Exercise objective.
Without any pictures, output the records exactly as they are.
START Given entries
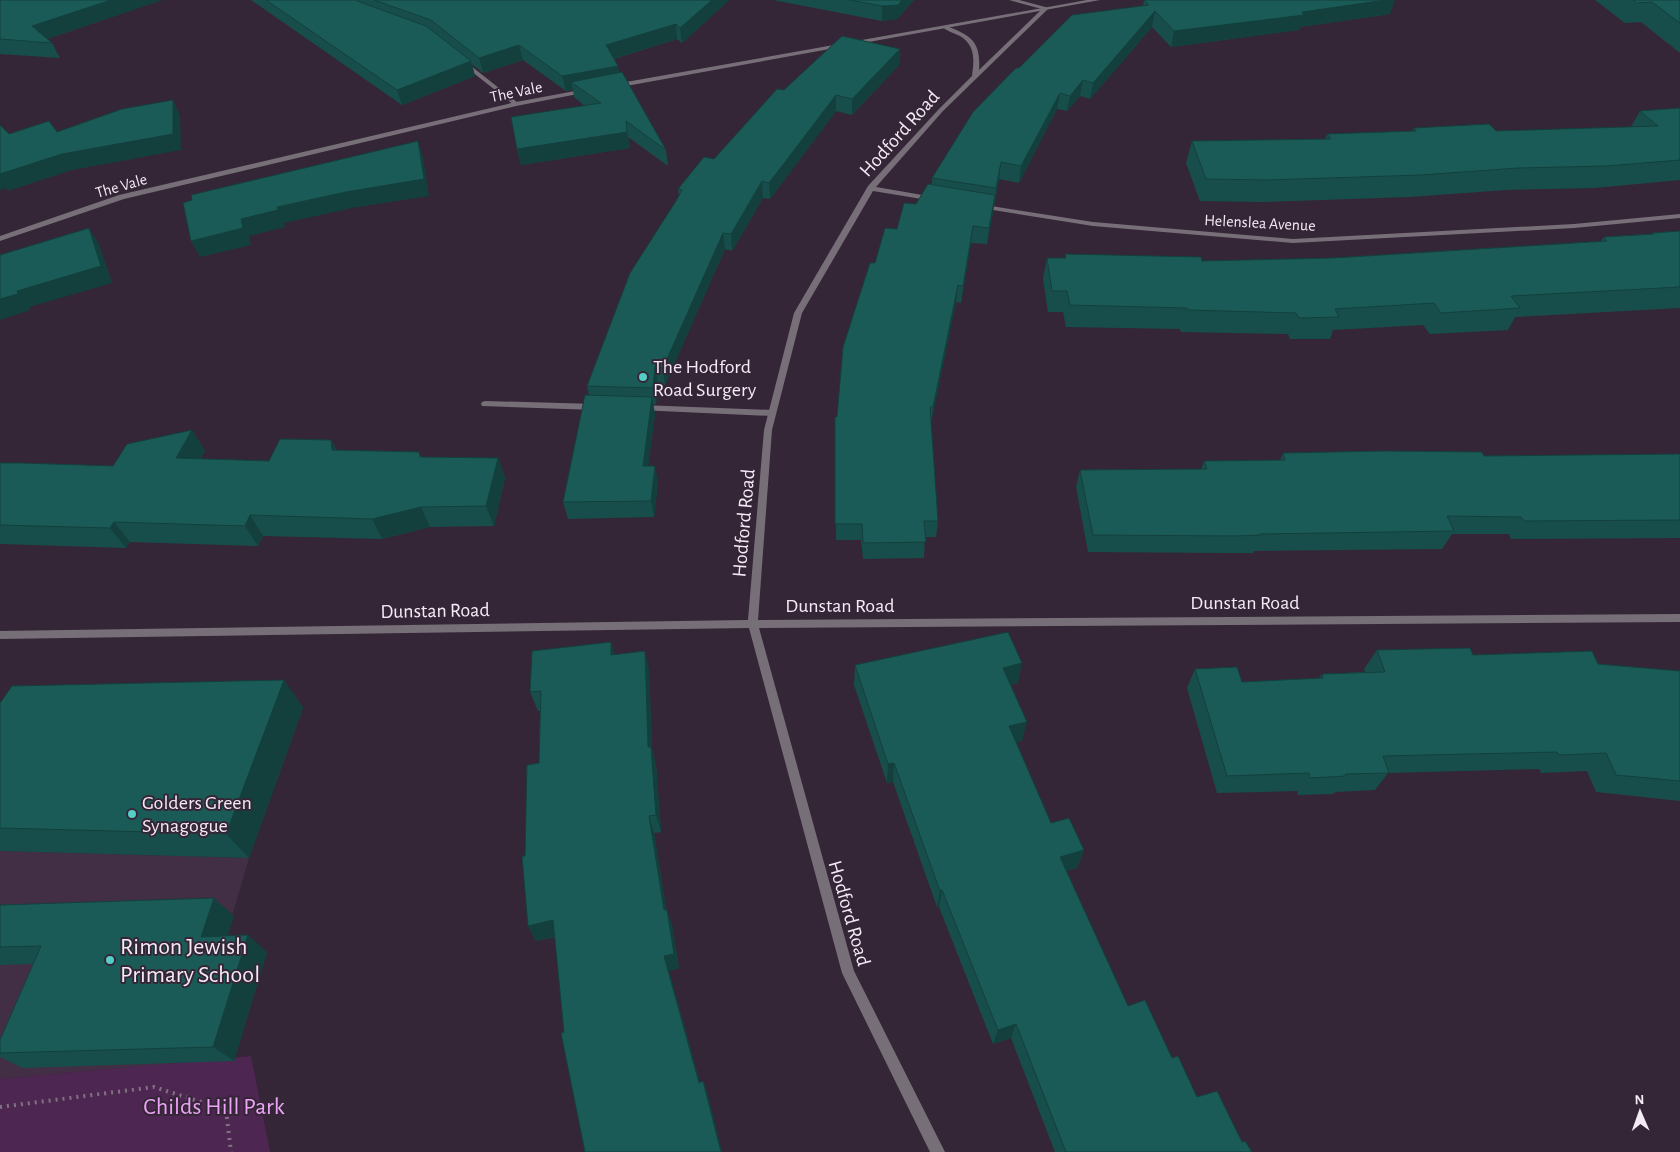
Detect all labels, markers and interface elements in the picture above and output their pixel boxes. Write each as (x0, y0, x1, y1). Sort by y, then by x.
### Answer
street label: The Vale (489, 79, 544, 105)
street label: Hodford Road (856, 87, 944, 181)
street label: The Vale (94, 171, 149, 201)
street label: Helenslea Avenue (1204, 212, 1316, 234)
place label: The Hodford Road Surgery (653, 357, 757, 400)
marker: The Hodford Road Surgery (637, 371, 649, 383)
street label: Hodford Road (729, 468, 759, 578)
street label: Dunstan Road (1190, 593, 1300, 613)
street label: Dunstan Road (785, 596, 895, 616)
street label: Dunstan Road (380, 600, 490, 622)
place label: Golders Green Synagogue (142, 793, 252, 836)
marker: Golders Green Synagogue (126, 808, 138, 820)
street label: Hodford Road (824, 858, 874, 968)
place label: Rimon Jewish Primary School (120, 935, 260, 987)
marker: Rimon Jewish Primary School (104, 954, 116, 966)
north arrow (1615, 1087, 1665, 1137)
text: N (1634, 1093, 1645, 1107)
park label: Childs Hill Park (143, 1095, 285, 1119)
END Given entries
Answer to this problem.
Detect all labels, markers and interface elements in the picture above and output their pixel boxes. Write each as (x0, y0, x1, y1). Sort by y, then by x.
### Answer
street label: The Vale (489, 79, 544, 105)
street label: Hodford Road (856, 87, 944, 181)
street label: The Vale (94, 171, 149, 201)
street label: Helenslea Avenue (1204, 212, 1316, 234)
place label: The Hodford Road Surgery (653, 357, 757, 400)
marker: The Hodford Road Surgery (637, 371, 649, 383)
street label: Hodford Road (729, 468, 759, 578)
street label: Dunstan Road (1190, 593, 1300, 613)
street label: Dunstan Road (785, 596, 895, 616)
street label: Dunstan Road (380, 600, 490, 622)
place label: Golders Green Synagogue (142, 793, 252, 836)
marker: Golders Green Synagogue (126, 808, 138, 820)
street label: Hodford Road (824, 858, 874, 968)
place label: Rimon Jewish Primary School (120, 935, 260, 987)
marker: Rimon Jewish Primary School (104, 954, 116, 966)
north arrow (1615, 1087, 1665, 1137)
text: N (1634, 1093, 1645, 1107)
park label: Childs Hill Park (143, 1095, 285, 1119)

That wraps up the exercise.